Collected data:
# # # # # # #

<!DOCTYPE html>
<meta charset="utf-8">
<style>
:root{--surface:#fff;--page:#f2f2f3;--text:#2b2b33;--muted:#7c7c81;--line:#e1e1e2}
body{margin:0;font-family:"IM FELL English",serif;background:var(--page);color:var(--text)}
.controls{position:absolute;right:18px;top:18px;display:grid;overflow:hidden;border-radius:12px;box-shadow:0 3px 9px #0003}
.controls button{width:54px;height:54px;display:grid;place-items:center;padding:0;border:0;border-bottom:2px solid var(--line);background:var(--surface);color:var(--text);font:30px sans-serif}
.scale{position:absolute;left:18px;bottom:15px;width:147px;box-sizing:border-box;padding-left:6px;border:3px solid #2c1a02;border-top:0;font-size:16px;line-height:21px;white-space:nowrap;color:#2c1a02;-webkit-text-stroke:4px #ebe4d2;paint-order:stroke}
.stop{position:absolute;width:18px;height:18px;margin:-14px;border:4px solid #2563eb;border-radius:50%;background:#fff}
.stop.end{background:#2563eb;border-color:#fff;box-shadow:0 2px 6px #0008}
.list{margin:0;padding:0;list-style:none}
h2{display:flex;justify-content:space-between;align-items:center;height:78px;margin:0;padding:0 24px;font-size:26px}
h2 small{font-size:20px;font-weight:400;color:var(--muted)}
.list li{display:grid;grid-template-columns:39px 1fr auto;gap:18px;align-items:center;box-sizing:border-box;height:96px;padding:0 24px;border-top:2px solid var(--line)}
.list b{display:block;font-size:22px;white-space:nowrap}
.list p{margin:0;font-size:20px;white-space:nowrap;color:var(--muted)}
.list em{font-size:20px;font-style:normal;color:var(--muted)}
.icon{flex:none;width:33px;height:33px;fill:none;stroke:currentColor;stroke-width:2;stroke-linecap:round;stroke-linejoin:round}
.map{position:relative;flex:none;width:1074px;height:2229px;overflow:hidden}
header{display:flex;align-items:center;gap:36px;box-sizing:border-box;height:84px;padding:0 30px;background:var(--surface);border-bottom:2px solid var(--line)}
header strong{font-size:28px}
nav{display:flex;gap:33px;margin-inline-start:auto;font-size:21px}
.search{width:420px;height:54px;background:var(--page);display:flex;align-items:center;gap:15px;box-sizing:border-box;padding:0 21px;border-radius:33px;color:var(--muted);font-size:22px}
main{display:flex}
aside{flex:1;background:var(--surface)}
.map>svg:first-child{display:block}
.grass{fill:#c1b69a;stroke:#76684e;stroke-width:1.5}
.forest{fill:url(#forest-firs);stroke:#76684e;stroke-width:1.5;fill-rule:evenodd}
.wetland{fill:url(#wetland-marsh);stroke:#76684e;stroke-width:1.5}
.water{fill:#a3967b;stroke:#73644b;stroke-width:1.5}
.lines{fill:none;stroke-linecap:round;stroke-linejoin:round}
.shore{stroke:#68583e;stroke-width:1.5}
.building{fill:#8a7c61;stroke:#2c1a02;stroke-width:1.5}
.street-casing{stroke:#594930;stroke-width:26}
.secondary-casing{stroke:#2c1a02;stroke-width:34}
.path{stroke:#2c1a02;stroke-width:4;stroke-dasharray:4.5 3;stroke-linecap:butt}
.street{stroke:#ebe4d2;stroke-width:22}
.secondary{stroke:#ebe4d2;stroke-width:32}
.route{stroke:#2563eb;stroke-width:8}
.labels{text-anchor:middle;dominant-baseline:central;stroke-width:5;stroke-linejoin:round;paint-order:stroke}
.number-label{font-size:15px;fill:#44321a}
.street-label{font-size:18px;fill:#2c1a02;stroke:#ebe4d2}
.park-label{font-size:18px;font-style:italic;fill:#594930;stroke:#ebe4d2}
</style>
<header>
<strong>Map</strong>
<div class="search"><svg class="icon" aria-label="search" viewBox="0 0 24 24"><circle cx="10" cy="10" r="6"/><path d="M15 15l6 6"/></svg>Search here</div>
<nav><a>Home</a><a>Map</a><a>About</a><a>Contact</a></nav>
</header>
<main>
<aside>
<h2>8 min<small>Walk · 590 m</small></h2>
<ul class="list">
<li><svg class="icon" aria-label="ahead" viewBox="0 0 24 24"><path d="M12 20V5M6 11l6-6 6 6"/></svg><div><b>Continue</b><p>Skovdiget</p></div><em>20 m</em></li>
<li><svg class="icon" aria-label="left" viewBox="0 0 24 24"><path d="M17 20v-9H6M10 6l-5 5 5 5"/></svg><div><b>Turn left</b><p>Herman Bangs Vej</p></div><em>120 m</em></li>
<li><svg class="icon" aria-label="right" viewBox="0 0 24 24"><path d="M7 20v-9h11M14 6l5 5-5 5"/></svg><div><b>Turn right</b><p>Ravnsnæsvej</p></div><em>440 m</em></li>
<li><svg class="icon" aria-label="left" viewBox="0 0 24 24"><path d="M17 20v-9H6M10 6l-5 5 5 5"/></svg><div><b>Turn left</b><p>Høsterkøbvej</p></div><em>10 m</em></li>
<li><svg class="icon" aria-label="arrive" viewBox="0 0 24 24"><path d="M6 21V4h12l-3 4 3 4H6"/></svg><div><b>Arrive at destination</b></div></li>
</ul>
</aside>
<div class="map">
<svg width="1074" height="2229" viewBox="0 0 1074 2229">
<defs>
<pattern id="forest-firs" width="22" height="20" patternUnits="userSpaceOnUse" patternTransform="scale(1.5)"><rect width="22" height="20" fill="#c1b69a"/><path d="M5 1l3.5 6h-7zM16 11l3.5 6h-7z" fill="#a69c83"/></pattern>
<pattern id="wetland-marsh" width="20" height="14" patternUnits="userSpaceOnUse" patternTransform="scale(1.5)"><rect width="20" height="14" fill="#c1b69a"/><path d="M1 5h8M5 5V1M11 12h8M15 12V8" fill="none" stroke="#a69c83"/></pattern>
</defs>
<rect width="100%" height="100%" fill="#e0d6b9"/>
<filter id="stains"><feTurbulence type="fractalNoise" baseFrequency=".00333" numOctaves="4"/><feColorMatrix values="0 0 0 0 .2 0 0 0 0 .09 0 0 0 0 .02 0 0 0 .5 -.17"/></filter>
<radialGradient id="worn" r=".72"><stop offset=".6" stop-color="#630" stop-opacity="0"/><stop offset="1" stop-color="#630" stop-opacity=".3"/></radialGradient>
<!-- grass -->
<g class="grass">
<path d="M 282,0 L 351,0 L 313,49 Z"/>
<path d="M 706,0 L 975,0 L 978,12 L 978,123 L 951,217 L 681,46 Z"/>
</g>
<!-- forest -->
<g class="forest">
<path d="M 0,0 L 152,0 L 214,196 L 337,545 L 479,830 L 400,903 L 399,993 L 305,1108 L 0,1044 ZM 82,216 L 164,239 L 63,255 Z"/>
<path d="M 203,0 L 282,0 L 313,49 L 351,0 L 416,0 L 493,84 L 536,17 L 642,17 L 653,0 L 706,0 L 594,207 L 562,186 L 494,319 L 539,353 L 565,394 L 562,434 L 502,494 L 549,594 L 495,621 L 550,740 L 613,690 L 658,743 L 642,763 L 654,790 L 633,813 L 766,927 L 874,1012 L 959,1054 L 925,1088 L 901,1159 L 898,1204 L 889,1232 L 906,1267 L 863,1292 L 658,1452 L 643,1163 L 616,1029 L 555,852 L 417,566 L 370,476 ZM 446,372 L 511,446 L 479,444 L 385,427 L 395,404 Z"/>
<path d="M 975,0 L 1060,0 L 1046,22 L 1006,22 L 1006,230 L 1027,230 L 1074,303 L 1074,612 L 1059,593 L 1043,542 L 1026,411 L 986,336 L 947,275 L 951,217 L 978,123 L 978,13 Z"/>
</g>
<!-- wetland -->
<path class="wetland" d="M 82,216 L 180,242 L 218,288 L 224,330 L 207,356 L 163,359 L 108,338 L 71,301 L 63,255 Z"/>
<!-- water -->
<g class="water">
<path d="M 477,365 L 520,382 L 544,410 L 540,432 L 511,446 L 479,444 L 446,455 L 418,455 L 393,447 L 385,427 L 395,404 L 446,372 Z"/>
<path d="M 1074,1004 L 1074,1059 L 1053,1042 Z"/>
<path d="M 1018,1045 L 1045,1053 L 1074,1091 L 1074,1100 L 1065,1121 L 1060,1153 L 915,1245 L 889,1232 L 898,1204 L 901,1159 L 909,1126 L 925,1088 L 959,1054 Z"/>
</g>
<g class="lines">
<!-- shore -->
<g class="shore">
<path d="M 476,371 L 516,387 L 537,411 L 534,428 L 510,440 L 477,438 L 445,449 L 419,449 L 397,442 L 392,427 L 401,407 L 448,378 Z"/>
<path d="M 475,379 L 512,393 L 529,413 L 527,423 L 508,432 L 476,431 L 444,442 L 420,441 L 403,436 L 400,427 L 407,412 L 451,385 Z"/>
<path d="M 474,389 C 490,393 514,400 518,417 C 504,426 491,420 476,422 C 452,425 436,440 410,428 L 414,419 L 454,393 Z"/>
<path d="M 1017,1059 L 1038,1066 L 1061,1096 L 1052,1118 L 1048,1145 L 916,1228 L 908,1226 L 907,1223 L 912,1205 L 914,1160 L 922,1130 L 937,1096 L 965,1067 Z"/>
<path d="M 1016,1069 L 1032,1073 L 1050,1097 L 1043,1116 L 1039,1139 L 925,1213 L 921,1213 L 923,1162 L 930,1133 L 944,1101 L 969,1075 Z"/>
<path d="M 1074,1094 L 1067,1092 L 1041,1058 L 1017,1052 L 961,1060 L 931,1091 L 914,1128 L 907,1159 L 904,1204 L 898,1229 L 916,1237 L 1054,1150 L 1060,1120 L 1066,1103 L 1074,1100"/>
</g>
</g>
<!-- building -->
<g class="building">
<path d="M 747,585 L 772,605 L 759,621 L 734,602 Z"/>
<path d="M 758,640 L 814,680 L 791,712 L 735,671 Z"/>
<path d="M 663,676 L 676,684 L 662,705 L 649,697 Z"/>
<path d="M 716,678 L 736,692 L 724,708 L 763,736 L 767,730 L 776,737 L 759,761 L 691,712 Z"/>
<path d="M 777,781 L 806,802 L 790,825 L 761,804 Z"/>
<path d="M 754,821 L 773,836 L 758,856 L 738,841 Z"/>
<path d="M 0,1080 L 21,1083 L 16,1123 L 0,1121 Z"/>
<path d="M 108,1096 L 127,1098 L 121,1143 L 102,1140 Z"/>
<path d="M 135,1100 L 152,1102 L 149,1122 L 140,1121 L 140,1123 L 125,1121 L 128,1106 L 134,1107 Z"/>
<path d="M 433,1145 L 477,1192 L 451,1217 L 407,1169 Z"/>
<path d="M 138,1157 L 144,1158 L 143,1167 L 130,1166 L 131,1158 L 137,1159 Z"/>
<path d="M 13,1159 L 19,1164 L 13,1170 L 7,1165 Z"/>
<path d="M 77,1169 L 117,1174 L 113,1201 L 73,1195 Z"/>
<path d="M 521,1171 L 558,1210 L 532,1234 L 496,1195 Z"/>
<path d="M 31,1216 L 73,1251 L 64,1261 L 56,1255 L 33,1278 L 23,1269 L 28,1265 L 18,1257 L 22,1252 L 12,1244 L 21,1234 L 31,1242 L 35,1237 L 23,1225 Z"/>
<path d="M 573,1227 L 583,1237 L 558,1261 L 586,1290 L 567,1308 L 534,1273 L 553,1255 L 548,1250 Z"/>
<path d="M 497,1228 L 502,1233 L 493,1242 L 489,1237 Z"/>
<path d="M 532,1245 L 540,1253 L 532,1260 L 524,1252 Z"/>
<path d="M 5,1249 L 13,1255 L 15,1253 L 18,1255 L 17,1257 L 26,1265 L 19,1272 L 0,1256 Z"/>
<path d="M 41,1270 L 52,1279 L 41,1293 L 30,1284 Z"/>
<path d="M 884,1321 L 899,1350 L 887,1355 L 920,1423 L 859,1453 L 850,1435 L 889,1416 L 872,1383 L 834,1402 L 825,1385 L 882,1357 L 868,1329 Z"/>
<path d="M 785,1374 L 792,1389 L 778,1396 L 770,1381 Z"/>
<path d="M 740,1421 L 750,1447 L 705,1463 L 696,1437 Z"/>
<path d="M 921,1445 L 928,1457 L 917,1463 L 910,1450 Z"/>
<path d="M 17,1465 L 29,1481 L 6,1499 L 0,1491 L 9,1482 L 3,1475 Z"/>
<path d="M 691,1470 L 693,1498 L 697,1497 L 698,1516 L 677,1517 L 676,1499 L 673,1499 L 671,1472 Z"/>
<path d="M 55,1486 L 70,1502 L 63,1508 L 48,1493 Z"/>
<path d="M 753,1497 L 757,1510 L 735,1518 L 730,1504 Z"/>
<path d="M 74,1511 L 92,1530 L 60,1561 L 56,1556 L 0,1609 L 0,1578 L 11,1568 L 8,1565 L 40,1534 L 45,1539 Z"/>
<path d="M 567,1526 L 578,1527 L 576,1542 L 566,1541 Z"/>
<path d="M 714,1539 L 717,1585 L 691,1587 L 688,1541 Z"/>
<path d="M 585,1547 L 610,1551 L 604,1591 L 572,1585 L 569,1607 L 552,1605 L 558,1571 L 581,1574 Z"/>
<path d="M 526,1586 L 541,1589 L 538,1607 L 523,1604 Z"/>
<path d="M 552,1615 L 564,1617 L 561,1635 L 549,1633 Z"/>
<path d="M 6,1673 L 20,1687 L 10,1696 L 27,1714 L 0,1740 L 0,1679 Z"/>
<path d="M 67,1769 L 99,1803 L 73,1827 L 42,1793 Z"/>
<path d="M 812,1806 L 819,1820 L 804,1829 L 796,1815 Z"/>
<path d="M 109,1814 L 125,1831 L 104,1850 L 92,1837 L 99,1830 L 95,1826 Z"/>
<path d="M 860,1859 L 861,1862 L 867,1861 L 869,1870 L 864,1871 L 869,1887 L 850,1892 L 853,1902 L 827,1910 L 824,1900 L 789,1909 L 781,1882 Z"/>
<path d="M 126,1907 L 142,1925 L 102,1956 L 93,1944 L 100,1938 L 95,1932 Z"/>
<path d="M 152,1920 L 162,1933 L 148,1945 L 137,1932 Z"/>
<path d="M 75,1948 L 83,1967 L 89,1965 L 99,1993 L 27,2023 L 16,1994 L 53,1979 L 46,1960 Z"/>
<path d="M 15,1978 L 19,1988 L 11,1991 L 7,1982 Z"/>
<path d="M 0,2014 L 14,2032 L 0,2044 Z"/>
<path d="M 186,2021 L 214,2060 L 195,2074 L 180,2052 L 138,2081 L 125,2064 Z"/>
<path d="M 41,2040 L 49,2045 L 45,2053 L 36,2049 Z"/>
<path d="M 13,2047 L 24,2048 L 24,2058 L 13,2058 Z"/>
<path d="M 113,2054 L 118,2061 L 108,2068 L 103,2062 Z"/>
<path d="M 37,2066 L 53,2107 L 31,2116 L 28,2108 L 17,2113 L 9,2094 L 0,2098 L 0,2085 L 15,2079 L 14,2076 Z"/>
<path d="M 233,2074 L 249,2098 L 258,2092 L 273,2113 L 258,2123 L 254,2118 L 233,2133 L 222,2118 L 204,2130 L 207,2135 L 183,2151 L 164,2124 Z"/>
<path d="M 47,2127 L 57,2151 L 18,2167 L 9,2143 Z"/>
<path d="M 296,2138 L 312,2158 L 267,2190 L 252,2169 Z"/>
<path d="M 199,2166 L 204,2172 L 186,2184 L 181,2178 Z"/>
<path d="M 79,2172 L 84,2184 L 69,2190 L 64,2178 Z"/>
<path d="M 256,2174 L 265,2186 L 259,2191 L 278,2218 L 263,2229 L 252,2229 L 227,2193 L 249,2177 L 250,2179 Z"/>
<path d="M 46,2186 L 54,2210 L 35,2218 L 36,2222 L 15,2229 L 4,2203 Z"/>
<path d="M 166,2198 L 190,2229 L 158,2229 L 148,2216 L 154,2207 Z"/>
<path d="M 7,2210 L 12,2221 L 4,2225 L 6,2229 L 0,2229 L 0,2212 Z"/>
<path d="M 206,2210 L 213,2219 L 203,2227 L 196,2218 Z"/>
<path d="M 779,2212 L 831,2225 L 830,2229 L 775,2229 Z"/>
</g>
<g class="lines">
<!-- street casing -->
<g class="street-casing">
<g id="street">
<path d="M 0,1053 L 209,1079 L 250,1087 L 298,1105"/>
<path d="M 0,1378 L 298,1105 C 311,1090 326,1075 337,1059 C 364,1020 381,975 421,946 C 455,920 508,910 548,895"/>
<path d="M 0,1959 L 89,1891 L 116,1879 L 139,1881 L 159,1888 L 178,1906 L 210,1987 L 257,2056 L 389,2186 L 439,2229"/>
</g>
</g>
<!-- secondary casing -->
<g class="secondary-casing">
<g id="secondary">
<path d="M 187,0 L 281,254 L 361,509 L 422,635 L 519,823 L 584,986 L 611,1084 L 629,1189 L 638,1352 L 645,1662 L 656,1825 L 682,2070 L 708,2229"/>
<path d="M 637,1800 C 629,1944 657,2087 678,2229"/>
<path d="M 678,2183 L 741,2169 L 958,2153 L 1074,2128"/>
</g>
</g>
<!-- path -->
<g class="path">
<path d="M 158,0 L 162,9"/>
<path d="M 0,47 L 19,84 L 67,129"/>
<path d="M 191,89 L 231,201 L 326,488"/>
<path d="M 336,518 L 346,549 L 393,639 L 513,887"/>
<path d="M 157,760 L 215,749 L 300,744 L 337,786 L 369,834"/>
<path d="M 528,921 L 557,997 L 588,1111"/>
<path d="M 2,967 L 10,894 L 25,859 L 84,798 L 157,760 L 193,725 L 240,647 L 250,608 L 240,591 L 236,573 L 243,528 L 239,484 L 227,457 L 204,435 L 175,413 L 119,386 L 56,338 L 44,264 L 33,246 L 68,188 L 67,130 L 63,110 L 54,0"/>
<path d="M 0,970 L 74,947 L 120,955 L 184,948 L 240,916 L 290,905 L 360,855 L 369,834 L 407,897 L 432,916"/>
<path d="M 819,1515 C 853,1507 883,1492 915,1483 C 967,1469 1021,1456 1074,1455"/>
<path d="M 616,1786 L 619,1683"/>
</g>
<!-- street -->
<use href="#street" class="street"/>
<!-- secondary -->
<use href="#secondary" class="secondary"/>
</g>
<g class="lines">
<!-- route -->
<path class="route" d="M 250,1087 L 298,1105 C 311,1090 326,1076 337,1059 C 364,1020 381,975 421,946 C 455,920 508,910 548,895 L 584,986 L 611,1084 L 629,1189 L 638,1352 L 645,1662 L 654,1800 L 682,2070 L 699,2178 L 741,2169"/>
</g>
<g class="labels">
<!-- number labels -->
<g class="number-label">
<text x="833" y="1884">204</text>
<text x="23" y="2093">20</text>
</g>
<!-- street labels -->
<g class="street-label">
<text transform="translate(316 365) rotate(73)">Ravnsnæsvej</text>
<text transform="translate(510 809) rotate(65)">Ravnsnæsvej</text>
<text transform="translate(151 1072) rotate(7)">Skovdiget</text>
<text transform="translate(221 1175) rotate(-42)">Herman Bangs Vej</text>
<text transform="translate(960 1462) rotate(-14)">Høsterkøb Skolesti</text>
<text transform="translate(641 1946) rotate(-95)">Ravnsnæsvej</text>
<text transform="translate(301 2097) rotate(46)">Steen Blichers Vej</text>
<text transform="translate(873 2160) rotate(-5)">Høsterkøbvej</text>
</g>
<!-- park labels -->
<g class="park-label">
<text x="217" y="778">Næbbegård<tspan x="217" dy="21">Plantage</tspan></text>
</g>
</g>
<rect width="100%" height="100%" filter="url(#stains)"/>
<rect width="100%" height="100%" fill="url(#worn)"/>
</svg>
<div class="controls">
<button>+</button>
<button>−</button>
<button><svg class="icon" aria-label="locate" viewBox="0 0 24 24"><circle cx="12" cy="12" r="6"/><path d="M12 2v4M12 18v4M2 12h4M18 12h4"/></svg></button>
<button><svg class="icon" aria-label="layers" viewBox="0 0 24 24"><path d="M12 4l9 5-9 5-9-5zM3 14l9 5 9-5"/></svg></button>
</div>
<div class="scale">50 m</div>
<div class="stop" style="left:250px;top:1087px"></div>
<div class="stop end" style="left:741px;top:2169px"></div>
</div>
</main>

# # # # # # #

All lines in the records with the string "absolute" should be copied out.

• Your solution:
.controls{position:absolute;right:18px;top:18px;display:grid;overflow:hidden;border-radius:12px;box-shadow:0 3px 9px #0003}
.scale{position:absolute;left:18px;bottom:15px;width:147px;box-sizing:border-box;padding-left:6px;border:3px solid #2c1a02;border-top:0;font-size:16px;line-height:21px;white-space:nowrap;color:#2c1a02;-webkit-text-stroke:4px #ebe4d2;paint-order:stroke}
.stop{position:absolute;width:18px;height:18px;margin:-14px;border:4px solid #2563eb;border-radius:50%;background:#fff}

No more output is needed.